Your management models should capture the abstract instrumentation requirements for your

application. The developer can then use these requirements to create the corresponding

instrumentation artifacts.

Types of Instrumentation Typically, instrumentation takes one of two forms in an application:

• Performance counters

• Events

When determining how to support manageability, you should consider how operations will

consume the instrumentation you create. Instrumentation created by the developer may be

consumed in a relatively raw form by the operator—for example, by examining event logs or by

using a low level tool or script to examine Windows Management Instrumentation (WMI)

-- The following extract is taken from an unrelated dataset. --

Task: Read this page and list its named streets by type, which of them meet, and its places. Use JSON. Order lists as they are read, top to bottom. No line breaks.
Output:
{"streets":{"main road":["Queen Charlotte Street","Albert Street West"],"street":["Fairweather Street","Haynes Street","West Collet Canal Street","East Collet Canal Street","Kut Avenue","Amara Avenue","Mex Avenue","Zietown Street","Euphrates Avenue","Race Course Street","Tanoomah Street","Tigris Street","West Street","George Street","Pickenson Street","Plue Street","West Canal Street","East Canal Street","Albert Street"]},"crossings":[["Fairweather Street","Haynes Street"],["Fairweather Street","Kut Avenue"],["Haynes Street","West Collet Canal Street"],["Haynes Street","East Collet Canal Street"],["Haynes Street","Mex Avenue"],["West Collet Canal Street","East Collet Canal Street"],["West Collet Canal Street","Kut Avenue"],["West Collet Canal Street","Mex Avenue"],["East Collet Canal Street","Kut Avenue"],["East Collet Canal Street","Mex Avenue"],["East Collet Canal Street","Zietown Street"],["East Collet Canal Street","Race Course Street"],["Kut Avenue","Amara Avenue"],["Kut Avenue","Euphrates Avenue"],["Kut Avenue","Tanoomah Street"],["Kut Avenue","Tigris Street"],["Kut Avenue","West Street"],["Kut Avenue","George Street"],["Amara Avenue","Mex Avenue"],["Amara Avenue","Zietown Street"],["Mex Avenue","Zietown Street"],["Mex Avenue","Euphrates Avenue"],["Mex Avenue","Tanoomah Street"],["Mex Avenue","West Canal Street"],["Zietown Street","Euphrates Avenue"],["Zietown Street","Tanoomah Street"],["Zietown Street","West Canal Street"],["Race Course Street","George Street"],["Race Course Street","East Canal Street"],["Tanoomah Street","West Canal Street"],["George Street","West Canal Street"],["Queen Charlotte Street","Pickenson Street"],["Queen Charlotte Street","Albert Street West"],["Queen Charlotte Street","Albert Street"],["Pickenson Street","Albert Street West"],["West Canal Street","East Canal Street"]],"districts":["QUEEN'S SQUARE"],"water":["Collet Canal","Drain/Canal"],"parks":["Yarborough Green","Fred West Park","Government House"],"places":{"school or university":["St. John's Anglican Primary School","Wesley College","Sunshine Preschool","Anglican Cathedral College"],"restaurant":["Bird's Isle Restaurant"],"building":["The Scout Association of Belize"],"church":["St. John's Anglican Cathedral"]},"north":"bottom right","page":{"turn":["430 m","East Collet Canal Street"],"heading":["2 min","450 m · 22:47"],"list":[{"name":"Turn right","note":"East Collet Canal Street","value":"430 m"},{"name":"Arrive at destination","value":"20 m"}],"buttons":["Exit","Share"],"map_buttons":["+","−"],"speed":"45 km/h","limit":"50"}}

events. However, particularly in larger organizations, the operator may have access to a tool

such as Microsoft Operations Manager (MOM), which allows him or her to see the information

in a more structured way, and can automate many of the processes of effective operations, such

as creating rule sets and issuing alerts.

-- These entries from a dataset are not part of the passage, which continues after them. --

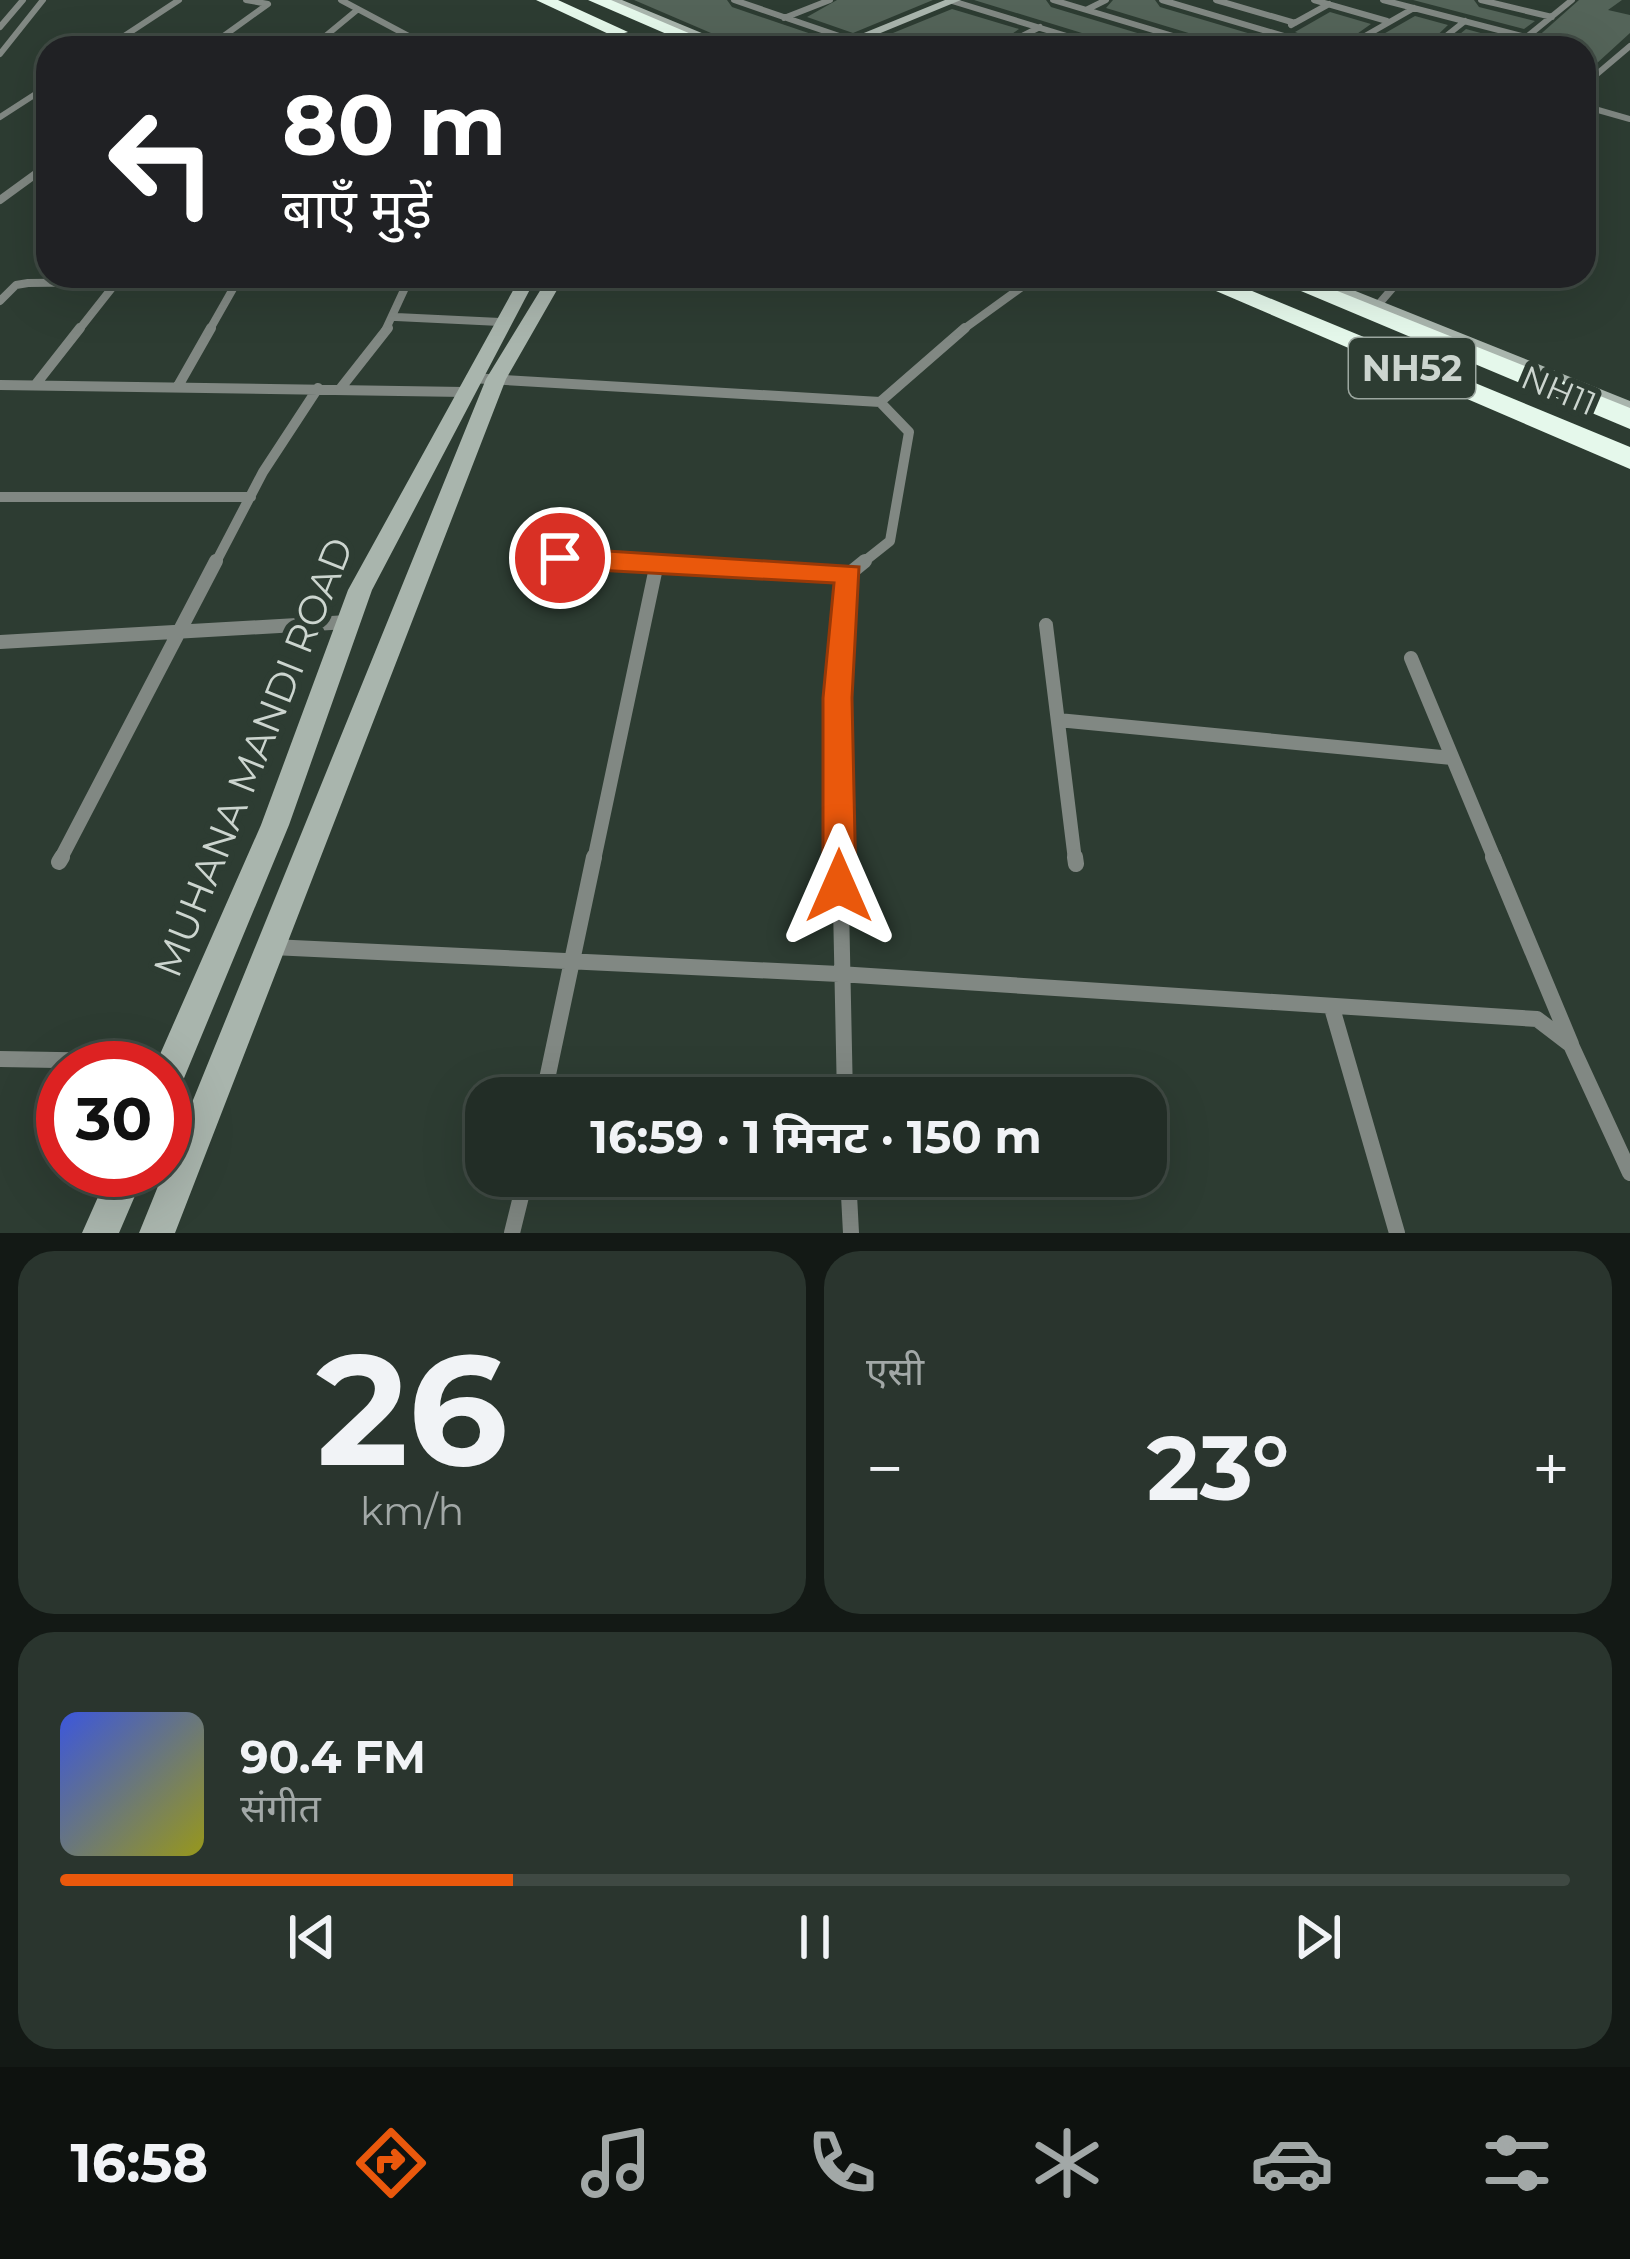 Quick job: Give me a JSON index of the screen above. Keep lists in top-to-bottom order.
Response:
{
  "streets": {
    "highway": ["NH52", "NH11"],
    "main road": ["MUHANA MANDI ROAD"]
  },
  "page": {
    "turn": ["80 m", "बाएँ मुड़ें"],
    "limit": "30",
    "trip": "16:59 · 1 मिनट · 150 m",
    "tile": [
      ["26", "km/h"],
      "एसी"
    ],
    "heat": ["−", "23°", "+"],
    "song": ["90.4 FM", "संगीत"],
    "tabs": "16:58"
  }
}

Performance Counters Performance counters provide continuous metrics for specific processes or situations within the

system. For example, a performance counter may indicate the current processor usage as a

percentage of its maximum capacity or the percentage of memory available. The metric can also

be an absolute value instead of a percentage, such as the number of current connections to a

database, or the number of queued requests for a Web server.

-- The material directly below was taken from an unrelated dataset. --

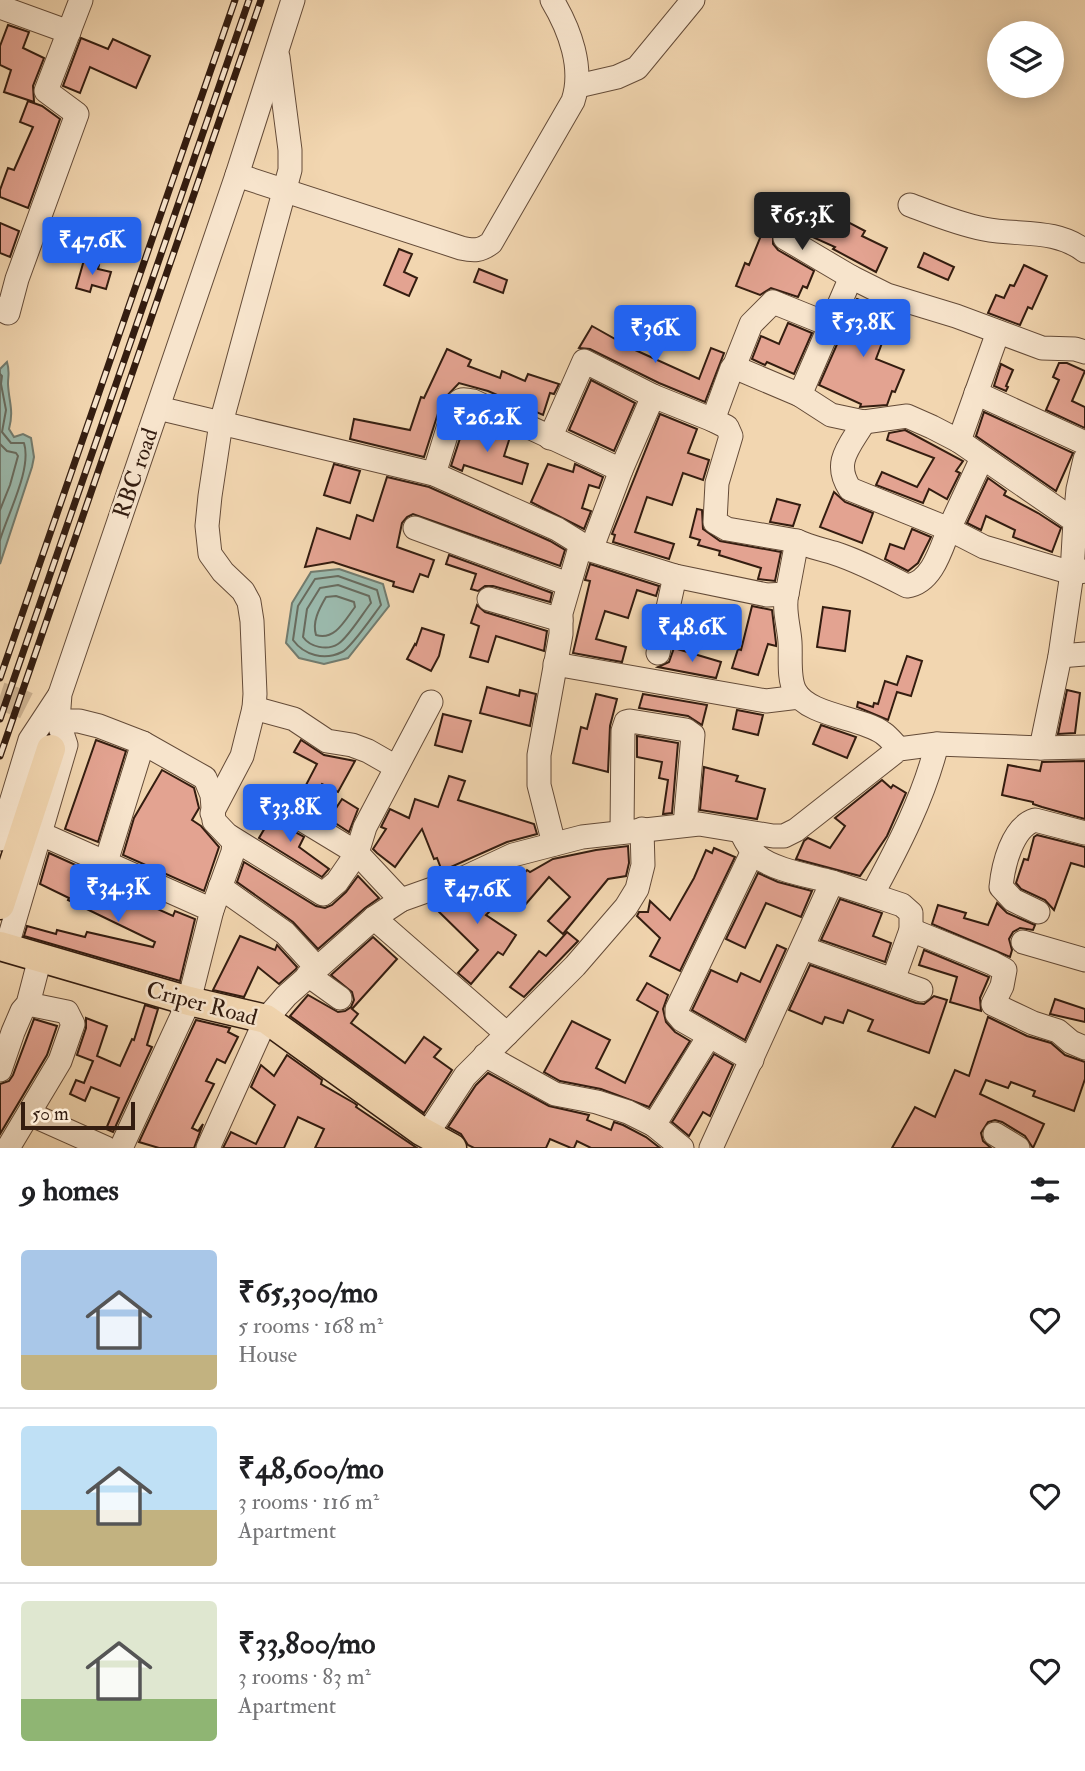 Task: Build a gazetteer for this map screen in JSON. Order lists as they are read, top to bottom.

The operating system and the default services, such as Internet Information Server (IIS) and the

Common Language Runtime (CLR), expose built-in performance counters. In general, you should

aim to use these where possible, complementing them with custom performance counters only

where necessary. For example, your management model should specify use of the built-in IIS

Request Execution Time counter if this can provide the information required by the

management model. In this case, adding an equivalent custom counter will simply add to the

load on the server; it will not achieve anything extra.

Built-in counters cover a wide range of processes in IIS, ASP.NET, the CLR, and SQL Server. For

a complete list of these counters, see "Windows Server 2003 Performance Counters

Reference" on Microsoft TechNet at

http://technet2.microsoft.com/WindowsServer/en/library/3fb01419-b1ab-4f52-a9f8-

09d5ebeb9ef21033.mspx.

Events Monitoring tools can read the event logs of each server in a distributed application and use this

information to raise alerts and send e-mail messages to specified groups of operators when

problems occur. They can also indicate recovery from a problem, which allows operators to

verify that resolution of a problem was successful. Events may take many forms, including

Windows Event Log events, WMI events, and trace statement file entries.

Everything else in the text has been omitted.